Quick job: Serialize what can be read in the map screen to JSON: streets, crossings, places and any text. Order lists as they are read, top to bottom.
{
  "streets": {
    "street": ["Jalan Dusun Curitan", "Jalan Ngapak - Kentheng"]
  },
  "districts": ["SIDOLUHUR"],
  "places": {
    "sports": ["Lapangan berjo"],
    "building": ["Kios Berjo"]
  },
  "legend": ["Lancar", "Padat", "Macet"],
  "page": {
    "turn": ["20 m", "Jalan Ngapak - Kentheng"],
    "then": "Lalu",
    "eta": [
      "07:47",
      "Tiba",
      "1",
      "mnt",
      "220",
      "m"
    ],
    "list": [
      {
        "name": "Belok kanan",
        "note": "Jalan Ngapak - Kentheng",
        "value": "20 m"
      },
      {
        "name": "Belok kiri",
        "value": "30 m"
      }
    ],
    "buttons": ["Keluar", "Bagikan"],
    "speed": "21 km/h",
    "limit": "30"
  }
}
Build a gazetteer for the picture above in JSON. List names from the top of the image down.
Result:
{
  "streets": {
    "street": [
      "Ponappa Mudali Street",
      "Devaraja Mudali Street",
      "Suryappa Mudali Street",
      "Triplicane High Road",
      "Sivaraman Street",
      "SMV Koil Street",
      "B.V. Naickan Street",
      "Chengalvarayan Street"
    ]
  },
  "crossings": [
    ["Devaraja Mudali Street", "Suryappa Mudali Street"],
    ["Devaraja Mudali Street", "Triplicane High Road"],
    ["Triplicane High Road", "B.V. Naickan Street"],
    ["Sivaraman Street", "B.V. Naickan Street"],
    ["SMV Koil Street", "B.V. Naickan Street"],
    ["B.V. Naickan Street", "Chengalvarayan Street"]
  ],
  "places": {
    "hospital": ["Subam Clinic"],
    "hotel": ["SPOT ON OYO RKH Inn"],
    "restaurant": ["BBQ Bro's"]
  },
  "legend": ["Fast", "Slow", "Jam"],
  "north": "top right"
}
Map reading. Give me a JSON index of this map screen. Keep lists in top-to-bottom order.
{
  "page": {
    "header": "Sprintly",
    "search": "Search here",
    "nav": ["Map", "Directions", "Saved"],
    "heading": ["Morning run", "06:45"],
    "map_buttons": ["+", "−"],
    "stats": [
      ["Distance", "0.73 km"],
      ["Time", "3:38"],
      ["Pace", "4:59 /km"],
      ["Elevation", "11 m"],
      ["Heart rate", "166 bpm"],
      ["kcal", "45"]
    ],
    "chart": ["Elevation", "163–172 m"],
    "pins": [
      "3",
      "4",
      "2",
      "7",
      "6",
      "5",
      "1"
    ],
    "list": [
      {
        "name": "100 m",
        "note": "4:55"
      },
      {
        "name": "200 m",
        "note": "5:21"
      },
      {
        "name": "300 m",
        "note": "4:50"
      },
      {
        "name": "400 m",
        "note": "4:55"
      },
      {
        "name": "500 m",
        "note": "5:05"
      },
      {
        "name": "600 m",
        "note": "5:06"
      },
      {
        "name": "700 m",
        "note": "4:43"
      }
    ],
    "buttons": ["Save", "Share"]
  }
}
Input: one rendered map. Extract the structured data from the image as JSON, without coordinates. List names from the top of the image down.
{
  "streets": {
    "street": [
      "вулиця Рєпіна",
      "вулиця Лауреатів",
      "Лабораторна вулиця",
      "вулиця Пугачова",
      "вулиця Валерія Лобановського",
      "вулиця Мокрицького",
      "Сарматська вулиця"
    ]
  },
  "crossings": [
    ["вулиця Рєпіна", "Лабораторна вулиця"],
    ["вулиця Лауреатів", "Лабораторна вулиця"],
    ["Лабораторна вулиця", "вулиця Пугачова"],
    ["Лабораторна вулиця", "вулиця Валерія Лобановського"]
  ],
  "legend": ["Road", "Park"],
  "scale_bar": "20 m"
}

## [BRIEF]
Check every line of the data for the string "Sivaraman". Give the number of lines that have it, and only that.

## [OUTPUT BELOW]
2